Le storie nel Labirinto

Giada, 11 anni
Le molestie sessuali sui minori sono silenziose e subdole. A perpetrarle sono familiari, amici, conoscenti, sconosciuti, a casa, a scuola, sull’autobus, in ascensore.

Annalisa, 18 anni
La sessualità è parte integrante di ogni essere vivente.
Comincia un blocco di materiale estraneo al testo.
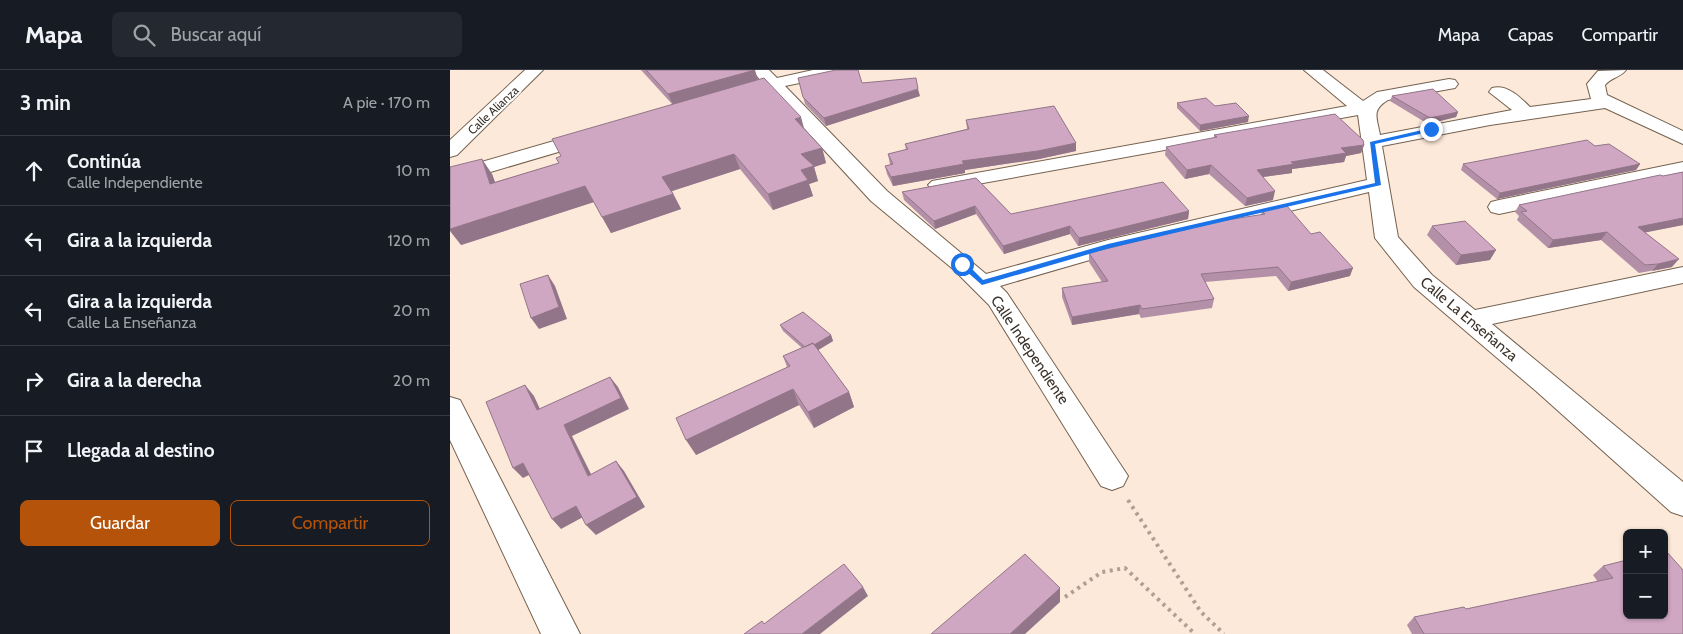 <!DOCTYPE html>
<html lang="es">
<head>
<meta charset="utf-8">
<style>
	body { margin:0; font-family:Cabin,sans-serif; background:#242831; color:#f1f3f6 }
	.controls { position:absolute; right:15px; bottom:15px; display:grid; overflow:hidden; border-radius:8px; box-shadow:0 1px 4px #0004 }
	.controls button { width:45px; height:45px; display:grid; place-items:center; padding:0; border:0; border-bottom:1px solid #363941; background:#171b24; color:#f1f3f6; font:25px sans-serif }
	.stop { position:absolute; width:15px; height:15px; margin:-11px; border:4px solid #1a73e8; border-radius:50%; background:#fff }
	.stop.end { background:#1a73e8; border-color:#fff; box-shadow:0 1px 5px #0008 }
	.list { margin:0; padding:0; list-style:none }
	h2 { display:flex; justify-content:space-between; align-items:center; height:65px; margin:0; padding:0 20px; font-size:21px }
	h2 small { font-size:16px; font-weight:400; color:#9ea1a6 }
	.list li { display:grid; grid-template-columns:32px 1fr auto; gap:15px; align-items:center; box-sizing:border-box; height:70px; padding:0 20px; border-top:1px solid #363941 }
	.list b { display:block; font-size:19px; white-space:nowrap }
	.list p { margin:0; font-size:16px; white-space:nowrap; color:#9ea1a6 }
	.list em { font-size:16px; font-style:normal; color:#9ea1a6 }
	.actions { display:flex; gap:10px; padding:15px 20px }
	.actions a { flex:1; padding:11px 0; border:1px solid #b45309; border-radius:8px; text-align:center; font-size:18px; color:#b45309 }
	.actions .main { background:#b45309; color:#fff }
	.icon { flex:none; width:28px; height:28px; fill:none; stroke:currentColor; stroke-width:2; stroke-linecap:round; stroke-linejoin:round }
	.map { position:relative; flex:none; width:1233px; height:564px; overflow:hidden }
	header { display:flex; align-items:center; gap:30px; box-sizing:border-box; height:70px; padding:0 25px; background:#171b24; border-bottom:1px solid #363941 }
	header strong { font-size:24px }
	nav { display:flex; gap:28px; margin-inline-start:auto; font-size:18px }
	.search { width:350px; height:45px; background:#242831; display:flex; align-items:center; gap:12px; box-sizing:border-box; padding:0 18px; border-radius:8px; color:#9ea1a6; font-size:19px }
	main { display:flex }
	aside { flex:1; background:#171b24 }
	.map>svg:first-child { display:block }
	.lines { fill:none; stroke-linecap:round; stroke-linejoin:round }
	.minor-casing { stroke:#75614f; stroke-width:2 }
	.path { stroke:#ae9f93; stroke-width:4; stroke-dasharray:3 4.5; stroke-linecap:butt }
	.minor { fill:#fff; fill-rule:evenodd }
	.wall { fill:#b390a8 }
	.shaded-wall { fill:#927588 }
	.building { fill:#d0a7c3; stroke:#927588 }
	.route { fill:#1a73e8 }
	.labels { text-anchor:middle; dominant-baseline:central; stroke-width:4; stroke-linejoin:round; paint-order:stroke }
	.far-street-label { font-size:12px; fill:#3b322a; stroke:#fff }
	.street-label { font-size:15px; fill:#3b322a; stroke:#fff }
</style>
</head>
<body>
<header>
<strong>Mapa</strong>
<div class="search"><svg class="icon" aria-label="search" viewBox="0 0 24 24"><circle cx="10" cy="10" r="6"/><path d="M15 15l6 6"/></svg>Buscar aquí</div>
<nav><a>Mapa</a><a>Capas</a><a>Compartir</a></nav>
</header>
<main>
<aside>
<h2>3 min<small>A pie · 170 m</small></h2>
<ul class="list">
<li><svg class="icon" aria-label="ahead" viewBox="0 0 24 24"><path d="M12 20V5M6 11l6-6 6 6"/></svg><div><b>Continúa</b><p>Calle Independiente</p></div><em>10 m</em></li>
<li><svg class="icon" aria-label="left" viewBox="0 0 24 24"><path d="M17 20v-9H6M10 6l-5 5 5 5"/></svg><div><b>Gira a la izquierda</b></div><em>120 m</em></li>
<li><svg class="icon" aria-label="left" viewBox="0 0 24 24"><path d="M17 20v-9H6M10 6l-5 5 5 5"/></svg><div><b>Gira a la izquierda</b><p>Calle La Enseñanza</p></div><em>20 m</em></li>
<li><svg class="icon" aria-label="right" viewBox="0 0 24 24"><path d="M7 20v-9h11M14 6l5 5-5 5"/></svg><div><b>Gira a la derecha</b></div><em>20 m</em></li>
<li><svg class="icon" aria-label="arrive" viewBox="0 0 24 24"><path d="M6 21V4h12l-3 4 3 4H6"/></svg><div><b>Llegada al destino</b></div></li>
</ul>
<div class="actions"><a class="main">Guardar</a><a>Compartir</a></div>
</aside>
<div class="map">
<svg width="1233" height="564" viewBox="0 0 1233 564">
	<rect width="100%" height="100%" fill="#fce9d9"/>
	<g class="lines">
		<defs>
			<path id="minor" d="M75,0H93L7,85L0,87V70Z
				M302,0H319L327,8L363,0H395L393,4L335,16L437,121L536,204L658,170L917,110L908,45L489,121L482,119L478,115L482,111L897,36L854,0H873L913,31L927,22L933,21L999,9L1005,10L1008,14L1005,18L938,30C921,40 927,48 930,65L1062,40L1039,22L1042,18C1057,14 1070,27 1080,37L1141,29L1137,14L1148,1L1176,0C1171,7 1162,7 1155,15L1157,25L1233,61V74L1155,38L1040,55L932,76L948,167L982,205L1025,240L1233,197V213L1042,254L1233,412V446L1221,442L1086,321L964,217L925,168L919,122L664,183L550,216L557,223L678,406L673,416L662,420L651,416L539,235L503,199L421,131L319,20L308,22L302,21L299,17L302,13L311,11Z
				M142,60L149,62L152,66L149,70L0,114V101Z
				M1233,92V104L1049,144L1041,142L1038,137L1041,132L1049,130Z
				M0,327L10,330L130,564H91L0,370Z"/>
		</defs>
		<!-- minor casing -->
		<use href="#minor" class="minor-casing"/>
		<!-- path -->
		<path class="path" d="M678,430L751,542L774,564
			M615,527L652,502L675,498L745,564"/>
		<!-- minor -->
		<use href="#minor" class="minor"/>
	</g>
	<!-- wall -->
	<path class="wall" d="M191,0H304L308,10L372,78L376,93L364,97L368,111L359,114L363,126L323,140L290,99L222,121L231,139L161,163L144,132L11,175L42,104L45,112L109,93L222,34Z
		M348,8L412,13L470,26L376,56L355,34Z
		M942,26L1008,42L1006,47L978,54L940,31Z
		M727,33L765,36L798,52L750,61L727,38Z
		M516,50L626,73V81L589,89L515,100V103L443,116L437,104L435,96L440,95L438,84L456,80L455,74L517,59Z
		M764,65L914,75L911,83L896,86L894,92L842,99V103L813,107L823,130L795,136L759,104L735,109L715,85L716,77L764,68Z
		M1145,76L1190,94L1186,100L1047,129L1011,100L1013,94Z
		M1233,102V155L1195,162L1222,197L1189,203L1151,170L1098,178L1067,150L1069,146L1065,142L1069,135Z
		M526,108L561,144L739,141L738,149L628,176L620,164L554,184L526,144L485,159L454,130L452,122Z
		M812,141L861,164L900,206L838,221L826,206L755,212L764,229L762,238L691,248L689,244L622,255L612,227V218L652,212L639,192V183L811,145Z
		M982,156L1040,190L1006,195L977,165Z
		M330,255L381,265L383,271L368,280L399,322L404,337L364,358L349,335L246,385L337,297L333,286L352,278L333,261Z
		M1153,496L1233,564H962L957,555L964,547L1016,539L1148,512L1143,505Z"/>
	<!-- shaded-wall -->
	<path class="shaded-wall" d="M305,0L308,10L223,35L218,24Z
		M468,19L470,26L376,56L374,48Z
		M1008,42L1006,47L978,54L980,48Z
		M799,46L798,52L750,61V55Z
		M351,47L355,62L345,49Z
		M626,73V81L589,89L515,100V103L443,116L441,107L512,91Z
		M914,75L911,83L896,86L894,92L842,99V103L805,108L807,100L891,78Z
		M372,78L376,93L364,97L368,111L359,114L363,126L323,140L318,124L351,100V84Z
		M284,84L290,99L219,122L212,107Z
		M32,89L42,104L51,129L40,114Z
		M1190,94L1186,100L1047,129L1050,123Z
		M761,95L759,104L735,109L737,100Z
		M135,116L144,132L11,175L0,161V159Z
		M825,121L823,130L795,136L797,128Z
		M223,124L231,139L161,163L152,147Z
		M525,136L526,144L485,159L484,151Z
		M739,141L738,149L628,176L629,168Z
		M1233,148V155L1183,165L1188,157Z
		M620,156V164L554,184L553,176Z
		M1157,162L1151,170L1098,178L1103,170Z
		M1046,180L1040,190L1006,195L1011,185Z
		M1229,189L1222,197L1202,201L1208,194Z
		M903,198L900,206L838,221L841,212Z
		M98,205L105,216L117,249L89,259L81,248Z
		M690,235L689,244L622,255V247Z
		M381,265L383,271L360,285L357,279Z
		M160,307L168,317L179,339L122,366L147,416L138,406L114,355Z
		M75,315L84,326L95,350L87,340Z
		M343,319L349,335L246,385L236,370Z
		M399,322L404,337L364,358L358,342Z
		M166,391L174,401L195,437L146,465L136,455Z
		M73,393L83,403L73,408L63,398Z
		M126,436L135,446L111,459L102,449Z
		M413,517L418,526L370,564H352Z
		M610,518V532L575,564H560Z"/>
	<!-- building -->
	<path class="building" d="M196,0H305L218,24Z
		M386,0H408L412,13L466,8L468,19L374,48L353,27L348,8Z
		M314,8L351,47L345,49L372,78L351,84L364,96L351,100L358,110L318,124L284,84L212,107L223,124L152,147L135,116L0,159V97L32,89L40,114L109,93L106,88L111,86L102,69Z
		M983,19L1008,42L980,48L942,26Z
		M756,28L765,36L786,33L799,46L750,55L727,33Z
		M604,36L626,73L588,81L512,91L514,94L441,107L435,96L443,94L438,84L458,79L455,74L519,59L516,50Z
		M885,44L913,70L914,75L891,78L896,83L841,92L844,94L807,100L825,121L797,128L761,95L737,100L716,77L767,67L764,65Z
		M1137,70L1145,76L1159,74L1190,94L1050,123L1013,94Z
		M1233,102V148L1188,157L1229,189L1208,194L1195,195L1157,162L1103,170L1071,142L1077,141L1069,135L1210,105L1213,106Z
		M526,108L561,144L713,112L739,141L629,168L620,156L553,176L525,136L484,151L452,122Z
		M837,136L861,164L870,162L903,198L841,212L828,197L751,204L764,229L692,239L690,235L622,247L612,218L658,211L639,183L770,151L815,144L812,141Z
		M1015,151L1046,180L1011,185L982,156Z
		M98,205L109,237L81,248L70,214Z
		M353,242L381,265L364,275L363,273L355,277L330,255Z
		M363,273L399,322L358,342L343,319L236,370L226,348L340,296L333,286Z
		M160,307L171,328L114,355L138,406L166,391L187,427L136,455L126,436L102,449L73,393L63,398L36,332L75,315L87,340Z
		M1214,481H1216L1233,500V564H974L964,547L1014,537L1016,539L1163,508L1153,496L1177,490V545H1214Z
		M575,484L610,518L560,564H481Z
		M394,494L413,517L352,564H294L312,551L314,554Z"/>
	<!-- route -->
	<path class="route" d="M981,58L983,61L925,74L931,115L660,178L532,215L508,194L515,192L533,210L658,174L925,113L920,72Z"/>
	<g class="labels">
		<!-- far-street labels -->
		<g class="far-street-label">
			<text transform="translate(43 40) rotate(-43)">Calle Alianza</text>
		</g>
		<!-- street labels -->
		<g class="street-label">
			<text transform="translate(1019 249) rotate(40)">Calle La Enseñanza</text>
			<text transform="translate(580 280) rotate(56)">Calle Independiente</text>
		</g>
	</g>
</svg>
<div class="controls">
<button>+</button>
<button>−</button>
</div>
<div class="stop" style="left:512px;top:194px"></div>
<div class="stop end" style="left:981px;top:59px"></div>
</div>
</main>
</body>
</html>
In quanto naturalità, è un diritto di tutti e di tutte, anche delle persone con disabilità.

Aleksej, 17 anni
La prostituzione minorile è un fenomeno in crescita e riguarda soprattutto ragazzi stranieri arrivati in Italia senza genitori.

Bea, 16 anni
L’autolesionismo, soprattutto in età giovanile, consiste in tagliarsi, bruciarsi o colpirsi e tramuta in sofferenza fisica una sofferenza interiore che non si è in grado di gestire.

Dario, 14 anni
Bologna svetta fra le città italiane per la quantità di baby gang presenti sul territorio, colpevoli di reati come violenze sessuali, rapine, spaccio, sequestri di persona e omicidio.

Marco, 15 anni
Il fenomeno degli hikikomori riguarda adolescenti e giovani che si ritirano a vivere nella propria stanza, a volte anche per anni, senza contatti con il mondo esterno, tranne che attraverso il computer.

Giulia, 16 anni
La maggior parte di noi esplora il mondo là fuori attraverso i sensi: la protagonista ipovedente di questa storia ci porta nella sua prospettiva percettiva, che determina un rapporto diverso con la realtà e le persone.

Martina, 15 anni
Quando tua madre è il tuo carnefice e lo sfruttamento della prostituzione minorile avviene tra le mura di casa.

Lorenzo, a 13 e a 18 anni
Da vittima a carnefice: il bullismo subìto e il bullismo di ritorno.

Alì, 6 anni
Negli ultimi cinque anni, sono più di 200mila i minori stranieri non accompagnati arrivati in Europa per chiedere asilo.

Paolo, 16 anni
La vita di molti ragazzi si divide tra scuola, famiglia, sport, amici e l’attività di baby spacciatori.

Sara, 10 anni
Nessun nascondiglio può metterti al riparo dalla violenza domestica.

Stella, 15 anni
Il binge drinking riguarda oltre 3,8 milioni di consumatori di alcol in Italia, 830.000 dei quali hanno tra gli 11 e i 25 anni. Tra gli under 14, sono migliaia ogni anno a finire in coma etilico.

Riccardo, 17 anni
Curare la depressione dicendo «stai su» è come pretendere di ripararsi da un temporale con un filo d’erba.